2k views Asked by At

I want to make two CUBLAS APIs(eg.cublasDgemm) really execute concurrently in two cudaStreams.

As we know, the CUBLAS API is asynchronous,level 3 routines like cublasDgemm don't block the host,that means the following codes (in default cudaStream) will run on concurrently:

cublasDgemm();
cublasDgemm();

BUT,when I profile the program with "NVIDIA Visual Profiler" , it shows that they run on orderly.

Then,I try to make them bind to different cudaStreams,the pseudocode is:

// Create a stream for every DGEMM operation
cudaStream_t *streams = (cudaStream_t *) malloc(batch_count*sizeof(cudaStream_t));
for(i=0; i<batch_count; i++)
    cudaStreamCreate(&streams[i]);

// Set matrix coefficients
double alpha = 1.0;
double beta  = 1.0;

// Launch each DGEMM operation in own CUDA stream
for(i=0; i<batch_count; i++){
    // Set CUDA stream
    cublasSetStream(handle, streams[i]);

    // DGEMM: C = alpha*A*B + beta*C
    cublasDgemm(handle,
                CUBLAS_OP_N, CUBLAS_OP_N,
                dim, dim, dim,
                &alpha,
                d_A[i], dim,
                d_B[i], dim,
                &beta,
                d_C[i], dim);
}

When the batch_count=5, the result showed by "NVIDIA Visual Profiler " is :

Multi-CublasDegmm Rountines Execution Result With Multi-Streams

The result shows that they still run on orderly.
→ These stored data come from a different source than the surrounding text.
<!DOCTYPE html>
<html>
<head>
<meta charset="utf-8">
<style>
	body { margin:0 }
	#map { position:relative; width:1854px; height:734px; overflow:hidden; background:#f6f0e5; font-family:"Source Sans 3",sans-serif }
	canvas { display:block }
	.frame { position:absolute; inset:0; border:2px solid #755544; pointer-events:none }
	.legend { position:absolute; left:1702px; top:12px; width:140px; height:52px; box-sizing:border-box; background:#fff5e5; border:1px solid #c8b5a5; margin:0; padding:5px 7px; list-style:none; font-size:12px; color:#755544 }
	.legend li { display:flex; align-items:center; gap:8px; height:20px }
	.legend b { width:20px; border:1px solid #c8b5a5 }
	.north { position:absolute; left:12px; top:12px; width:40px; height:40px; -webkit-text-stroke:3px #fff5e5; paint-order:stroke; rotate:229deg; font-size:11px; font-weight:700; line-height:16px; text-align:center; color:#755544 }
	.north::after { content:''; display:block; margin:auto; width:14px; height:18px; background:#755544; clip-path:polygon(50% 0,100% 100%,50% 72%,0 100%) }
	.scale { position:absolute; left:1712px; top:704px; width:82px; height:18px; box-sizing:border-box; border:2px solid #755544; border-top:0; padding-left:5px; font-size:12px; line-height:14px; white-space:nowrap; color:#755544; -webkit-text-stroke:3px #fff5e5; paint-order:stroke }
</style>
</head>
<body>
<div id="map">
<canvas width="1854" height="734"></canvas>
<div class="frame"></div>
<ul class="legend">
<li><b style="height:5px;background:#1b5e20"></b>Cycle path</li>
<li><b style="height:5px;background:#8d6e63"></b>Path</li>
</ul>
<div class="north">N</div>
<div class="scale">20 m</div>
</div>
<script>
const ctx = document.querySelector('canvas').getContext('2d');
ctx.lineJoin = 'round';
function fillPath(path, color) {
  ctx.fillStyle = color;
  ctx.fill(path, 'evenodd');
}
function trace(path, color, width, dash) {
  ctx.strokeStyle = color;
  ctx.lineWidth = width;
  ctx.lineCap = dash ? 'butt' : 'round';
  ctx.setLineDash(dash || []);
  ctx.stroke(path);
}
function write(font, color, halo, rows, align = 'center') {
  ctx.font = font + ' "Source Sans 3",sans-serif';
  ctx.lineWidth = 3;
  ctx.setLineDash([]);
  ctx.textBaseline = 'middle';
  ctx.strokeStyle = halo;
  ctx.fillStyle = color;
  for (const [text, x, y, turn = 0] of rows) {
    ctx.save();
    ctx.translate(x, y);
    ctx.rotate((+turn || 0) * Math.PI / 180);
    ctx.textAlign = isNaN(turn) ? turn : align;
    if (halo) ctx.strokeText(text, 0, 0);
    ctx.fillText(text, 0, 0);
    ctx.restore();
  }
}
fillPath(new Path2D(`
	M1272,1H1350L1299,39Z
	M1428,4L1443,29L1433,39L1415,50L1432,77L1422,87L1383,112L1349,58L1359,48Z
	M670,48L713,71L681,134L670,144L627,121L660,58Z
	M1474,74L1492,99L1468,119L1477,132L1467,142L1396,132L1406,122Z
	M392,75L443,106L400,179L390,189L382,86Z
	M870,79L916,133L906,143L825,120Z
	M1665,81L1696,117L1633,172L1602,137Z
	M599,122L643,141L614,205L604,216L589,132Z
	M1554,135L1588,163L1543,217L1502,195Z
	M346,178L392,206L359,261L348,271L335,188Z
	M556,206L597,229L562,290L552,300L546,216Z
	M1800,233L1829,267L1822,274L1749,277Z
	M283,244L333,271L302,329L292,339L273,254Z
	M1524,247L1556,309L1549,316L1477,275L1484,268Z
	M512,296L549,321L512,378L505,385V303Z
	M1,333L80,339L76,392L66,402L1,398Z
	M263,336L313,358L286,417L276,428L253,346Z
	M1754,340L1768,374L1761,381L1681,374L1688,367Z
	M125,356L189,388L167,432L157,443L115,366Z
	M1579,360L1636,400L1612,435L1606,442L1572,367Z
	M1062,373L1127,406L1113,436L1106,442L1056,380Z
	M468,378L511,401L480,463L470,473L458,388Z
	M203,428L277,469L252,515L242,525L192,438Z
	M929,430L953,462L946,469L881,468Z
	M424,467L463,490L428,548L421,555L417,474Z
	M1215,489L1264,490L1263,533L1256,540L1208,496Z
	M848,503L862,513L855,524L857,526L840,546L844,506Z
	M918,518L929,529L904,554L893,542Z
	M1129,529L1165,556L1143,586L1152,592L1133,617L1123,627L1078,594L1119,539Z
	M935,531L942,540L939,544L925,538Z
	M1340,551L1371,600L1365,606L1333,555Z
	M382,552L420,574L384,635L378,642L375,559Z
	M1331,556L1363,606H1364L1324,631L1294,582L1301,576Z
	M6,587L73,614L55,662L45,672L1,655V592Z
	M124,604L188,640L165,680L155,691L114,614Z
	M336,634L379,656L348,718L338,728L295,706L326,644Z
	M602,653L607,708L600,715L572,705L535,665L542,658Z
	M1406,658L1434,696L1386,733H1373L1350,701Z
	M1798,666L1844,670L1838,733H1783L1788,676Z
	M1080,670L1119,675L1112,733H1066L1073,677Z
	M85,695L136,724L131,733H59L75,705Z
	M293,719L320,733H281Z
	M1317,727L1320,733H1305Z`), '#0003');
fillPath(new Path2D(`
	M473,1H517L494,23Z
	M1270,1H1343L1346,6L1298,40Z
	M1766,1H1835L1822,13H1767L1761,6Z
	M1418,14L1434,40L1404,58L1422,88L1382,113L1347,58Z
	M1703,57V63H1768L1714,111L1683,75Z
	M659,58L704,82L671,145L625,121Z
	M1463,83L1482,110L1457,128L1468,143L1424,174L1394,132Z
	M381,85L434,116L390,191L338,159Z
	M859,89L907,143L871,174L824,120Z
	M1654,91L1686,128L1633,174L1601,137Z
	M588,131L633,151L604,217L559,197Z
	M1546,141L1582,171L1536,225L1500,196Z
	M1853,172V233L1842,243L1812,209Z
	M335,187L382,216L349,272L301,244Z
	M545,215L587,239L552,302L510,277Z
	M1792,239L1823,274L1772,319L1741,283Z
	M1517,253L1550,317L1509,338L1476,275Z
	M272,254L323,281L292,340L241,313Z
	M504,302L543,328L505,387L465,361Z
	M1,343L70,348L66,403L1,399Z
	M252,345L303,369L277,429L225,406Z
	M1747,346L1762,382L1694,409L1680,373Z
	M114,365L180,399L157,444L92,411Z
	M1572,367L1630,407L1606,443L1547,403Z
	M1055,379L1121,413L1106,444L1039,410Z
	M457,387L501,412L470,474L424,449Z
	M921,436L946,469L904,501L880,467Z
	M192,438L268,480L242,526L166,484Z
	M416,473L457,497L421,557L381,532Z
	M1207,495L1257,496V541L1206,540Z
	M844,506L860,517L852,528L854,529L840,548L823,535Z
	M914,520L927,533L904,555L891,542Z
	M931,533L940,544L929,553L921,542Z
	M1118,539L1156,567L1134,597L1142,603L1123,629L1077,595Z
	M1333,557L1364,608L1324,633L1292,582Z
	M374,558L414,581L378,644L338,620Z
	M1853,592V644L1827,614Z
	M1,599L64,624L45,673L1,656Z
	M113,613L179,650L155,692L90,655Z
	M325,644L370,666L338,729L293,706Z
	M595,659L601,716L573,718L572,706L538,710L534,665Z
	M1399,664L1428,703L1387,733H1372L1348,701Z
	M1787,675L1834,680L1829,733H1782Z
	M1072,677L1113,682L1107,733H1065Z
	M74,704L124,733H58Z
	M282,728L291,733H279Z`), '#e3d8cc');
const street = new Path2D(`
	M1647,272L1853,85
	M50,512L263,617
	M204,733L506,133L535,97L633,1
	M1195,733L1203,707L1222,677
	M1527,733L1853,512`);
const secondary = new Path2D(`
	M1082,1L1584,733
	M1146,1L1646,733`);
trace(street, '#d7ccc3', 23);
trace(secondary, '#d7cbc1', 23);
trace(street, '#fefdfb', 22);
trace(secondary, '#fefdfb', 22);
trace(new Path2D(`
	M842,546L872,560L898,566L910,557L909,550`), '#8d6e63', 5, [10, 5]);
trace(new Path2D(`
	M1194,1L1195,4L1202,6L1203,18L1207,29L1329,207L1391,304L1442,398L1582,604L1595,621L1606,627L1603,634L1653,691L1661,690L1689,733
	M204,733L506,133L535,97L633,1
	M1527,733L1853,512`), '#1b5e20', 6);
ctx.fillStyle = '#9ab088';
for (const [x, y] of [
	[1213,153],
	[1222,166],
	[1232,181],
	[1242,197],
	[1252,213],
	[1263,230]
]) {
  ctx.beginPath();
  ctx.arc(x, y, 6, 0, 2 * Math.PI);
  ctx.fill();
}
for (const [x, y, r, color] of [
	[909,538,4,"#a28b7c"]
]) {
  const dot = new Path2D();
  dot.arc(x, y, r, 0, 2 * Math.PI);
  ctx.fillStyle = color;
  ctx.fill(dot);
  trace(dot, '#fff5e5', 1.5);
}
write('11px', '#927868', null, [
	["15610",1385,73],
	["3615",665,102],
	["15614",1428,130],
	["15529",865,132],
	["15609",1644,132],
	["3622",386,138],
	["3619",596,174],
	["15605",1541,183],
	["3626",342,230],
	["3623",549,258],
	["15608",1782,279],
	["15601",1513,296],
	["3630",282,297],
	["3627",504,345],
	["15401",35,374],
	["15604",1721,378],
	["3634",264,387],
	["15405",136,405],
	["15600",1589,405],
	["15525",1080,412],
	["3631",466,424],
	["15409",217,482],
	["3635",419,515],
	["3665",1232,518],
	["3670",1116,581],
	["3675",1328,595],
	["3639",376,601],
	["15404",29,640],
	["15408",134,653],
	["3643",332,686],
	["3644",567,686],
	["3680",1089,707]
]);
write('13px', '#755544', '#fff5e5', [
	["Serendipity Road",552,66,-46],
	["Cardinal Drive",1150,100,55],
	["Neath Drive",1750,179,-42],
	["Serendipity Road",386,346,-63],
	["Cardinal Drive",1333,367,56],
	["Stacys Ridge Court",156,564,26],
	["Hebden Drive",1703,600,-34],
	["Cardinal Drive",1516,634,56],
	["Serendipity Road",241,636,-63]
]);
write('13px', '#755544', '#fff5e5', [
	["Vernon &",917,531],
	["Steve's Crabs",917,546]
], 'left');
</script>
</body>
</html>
How to make multi cublas apis run on really concurrently in multi cudaStreams,like this:

Multi-Kernels Execution Result With Multi-Streams,They Run on Really Concurrnently

Does anybody has any idea ? Thanks.

1

There are 1 answers

7
Yangsong Zhang On

Firstly, thanks for @Robert Crovella's comments.

According to @Robert Crovella's help and my research,we can run multi CUBLAS APIs(e.g. cublasDgemm) concurrently in some special cases, but most of cases can not.

CASE 1:When I execute cublasDgemm with large dims of (m=n=k=1024*8) on K40, the profiler show the result as following: cublasDgemm with dims of (M=N=K=1024*8)

CASE 2:When I execute cublasDgemm with small dims of (m=n=k=64) on K40, the profiler show the result as following: cublasDgemm with dims of (M=N=K=64)

CASE 3:BUT when I execute cublasDgemm with dims of (m=n=k=256) on K40, the profiler show the result as following: cublasDgemm with dims of (M=N=K=256)

From the result of CASE 1 and CASE 2 ,it shows that we can not, not only with large dims and also small dims, run CUBLAS APIs concurrently. The reason for case 1 is that the gpu resources have been used up,so no left room to run another routines, and for case 2, it is the latency of two kernels launch that cause it's difficulty to see con.